Ottawa’s participants were new but it was otherwise much the same old story early this week when Ottawa’s fiscal transfers to the provinces and territories were announced as part of the annual get together of ministers of finance. As has been the case during the Harper regime, some have-less provinces (Nova Scotia, New Brunswick, Manitoba) will continue to get smaller than average increases in transfer payments in 2016-17. And true to recent form, the media paid this no heed. In a reversal of media mythology about “comforting the afflicted and afflicting the comfortable,” they focused instead on the imagined plight of the wealthier provinces whose fortunes have experienced reversal as a result of the drop in oil and gas prices.

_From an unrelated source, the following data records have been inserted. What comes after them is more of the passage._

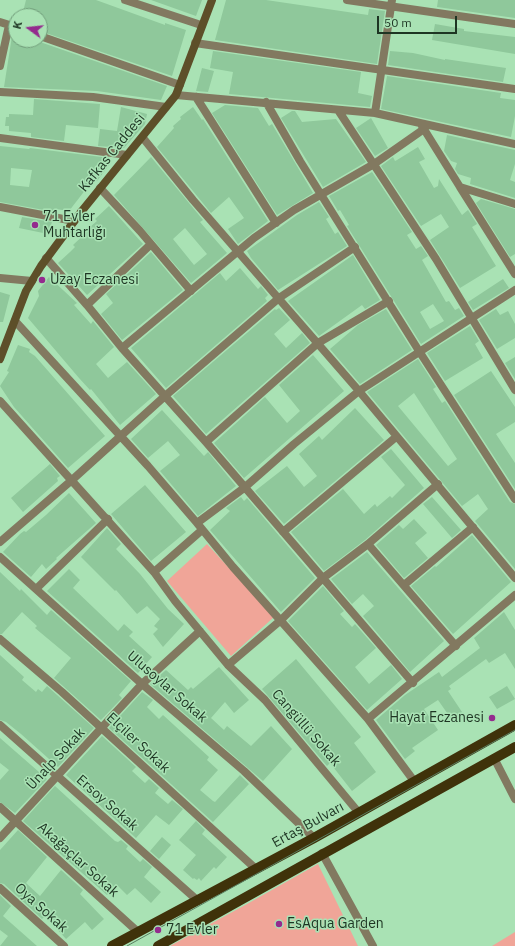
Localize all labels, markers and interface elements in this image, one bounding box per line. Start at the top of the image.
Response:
north arrow [8,8,48,48]
scale bar [379,8,459,34]
text: 50 m [384,15,412,30]
text: K [10,20,25,31]
street label: Kafkas Caddesi [75,110,149,196]
place label: 71 Evler Muhtarlığı [43,209,106,242]
marker: 71 Evler Muhtarlığı [30,220,40,230]
place label: Uzay Eczanesi [50,272,139,288]
marker: Uzay Eczanesi [37,275,47,285]
street label: Ulusoylar Sokak [123,648,211,726]
street label: Cangüllü Sokak [268,686,344,770]
street label: Elçiler Sokak [103,709,173,777]
place label: Hayat Eczanesi [389,710,484,726]
marker: Hayat Eczanesi [487,713,497,723]
street label: Ünalp Sokak [23,725,89,793]
street label: Ersoy Sokak [73,772,141,834]
street label: Ertaş Bulvarı [269,798,347,852]
street label: Akağaçlar Sokak [34,819,122,901]
street label: Oya Sokak [11,880,71,936]
place label: EsAqua Garden [287,916,384,932]
marker: EsAqua Garden [274,919,284,929]
place label: 71 Evler [166,922,218,938]
marker: 71 Evler [153,925,163,935]

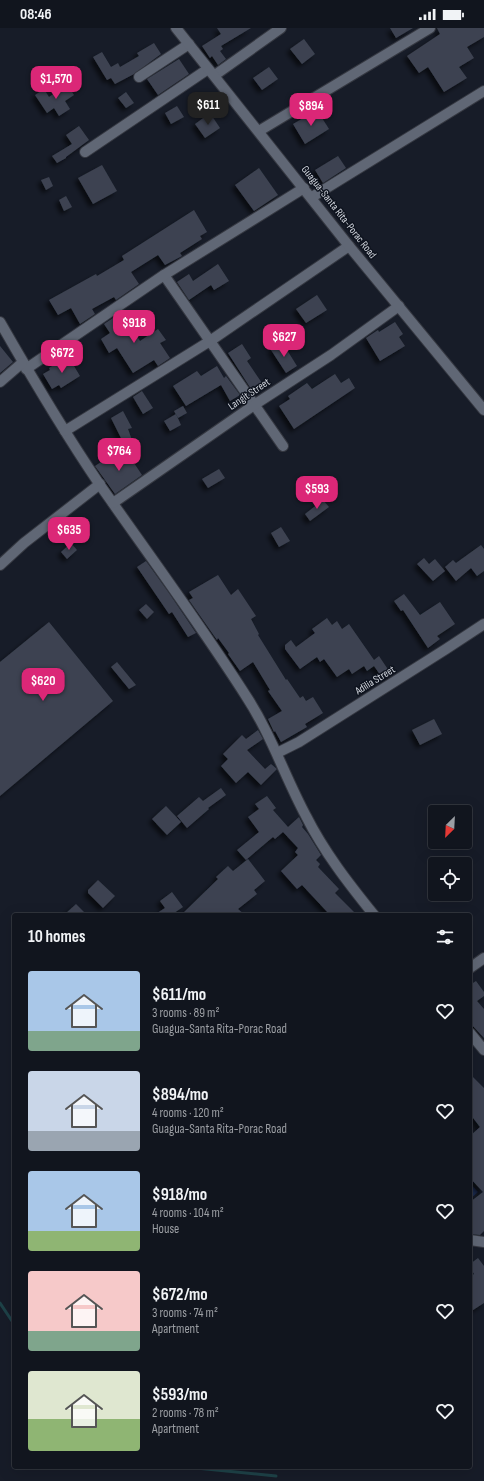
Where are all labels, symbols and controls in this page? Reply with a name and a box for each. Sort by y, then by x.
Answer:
text: 08:46 [20,5,52,24]
pin: $1,570 [23,66,89,100]
text: $1,570 [40,71,72,87]
pin: $611 [184,92,232,126]
pin: $894 [287,93,335,127]
text: $611 [197,97,219,113]
text: $894 [299,98,324,114]
street label: Guagua-Santa Rita-Porac Road [299,163,380,261]
pin: $918 [110,310,158,344]
text: $918 [122,315,146,331]
pin: $627 [260,324,308,358]
text: $627 [272,329,296,345]
pin: $672 [38,340,86,374]
text: $672 [50,345,74,361]
street label: Langit Street [226,375,273,413]
pin: $764 [95,438,143,472]
text: $764 [107,443,131,459]
pin: $593 [293,476,341,510]
text: $593 [305,481,329,497]
pin: $635 [45,517,93,551]
text: $635 [57,522,81,538]
street label: Adilia Street [352,662,398,698]
pin: $620 [19,668,67,702]
text: $620 [31,673,55,689]
north arrow [428,805,472,849]
map controls [428,805,472,901]
button: locate [428,857,472,901]
icon: filters [434,926,456,948]
text: 10 homes [28,927,85,947]
text: $611/mo [152,985,206,1005]
icon: home [60,987,108,1035]
icon: heart [434,1000,456,1022]
text: 3 rooms · 89 m² [152,1005,219,1021]
text: Guagua-Santa Rita-Porac Road [152,1021,287,1037]
text: $894/mo [152,1085,208,1105]
icon: home [60,1087,108,1135]
icon: heart [434,1100,456,1122]
text: 4 rooms · 120 m² [152,1105,224,1121]
text: Guagua-Santa Rita-Porac Road [152,1121,287,1137]
text: $918/mo [152,1185,207,1205]
icon: home [60,1187,108,1235]
icon: heart [434,1200,456,1222]
text: 4 rooms · 104 m² [152,1205,224,1221]
text: House [152,1221,179,1237]
text: $672/mo [152,1285,208,1305]
icon: home [60,1287,108,1335]
icon: heart [434,1300,456,1322]
text: 3 rooms · 74 m² [152,1305,218,1321]
text: Apartment [152,1321,199,1337]
text: $593/mo [152,1385,208,1405]
icon: home [60,1387,108,1435]
icon: heart [434,1400,456,1422]
text: 2 rooms · 78 m² [152,1405,219,1421]
text: Apartment [152,1421,199,1437]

The numbers released by the new federal finance minister show a 4.4% increase next fiscal year in total payouts under the three major transfers to provinces – the health transfer, the social transfer and equalization. Excluding the offshore accords from the calculation (which would have dropped the increase almost to zero), Nova Scotia received a 3.0% increase, Manitoba 2.6% and New Brunswick 3.1%. Quebec, Ontario and Newfoundland all received close to the national average while the three westernmost provinces and PEI had increases ranging from 5.3% to 5.8%. For Alberta, the 5.8% increase comes on top of the Harper government’s formula change that saw the province’s health transfer increase by 36% in 2014-15. As a result, since 2013-14 Alberta’s health transfer has gone up 69% while the experience of other provinces over that period is closer to Nova Scotia’s – a 12.5% increase.
The Globe and Mail reported this health transfer fact but others in the media were more concerned with the welfare of the fossil fuel producing provinces whose budgets have taken a hit with the drop in oil prices. Richard Maden of CTV’s Ottawa Bureau lamented that the meeting – and more pointedly, the equalization formula – would not help “the hardest hit provinces.”
“Oil-producing provinces such as Alberta and Saskatchewan, which have been hammered by the oil prices crash, are disqualified from getting any equalization, as provinces must experience three years of economic decline to qualify,” he told his national audience, with the help of some eye catching graphics. “So far, these provinces have only experienced one year financial slowdown. Meanwhile, Ontario, Quebec and the Maritimes will continue to receive billions from the federal government.”
The supposed flaw to which Maden referred is a widely-accepted provision that measures fiscal capacity of provinces over three rather than a single year to smooth out sudden spikes or dips in revenue. The 2016-17 equalization entitlement reflects just a single year of depressed fossil fuel prices and is weighted towards the 2012-2014 period when rising fossil fuel prices were threatening to create a two-tiered country based on resource wealth. Back then, the resource-less provinces were seen as shiftless whiners. While the fossil fuel worm has turned, the attitude of some in the media toward the resource-less hasn’t.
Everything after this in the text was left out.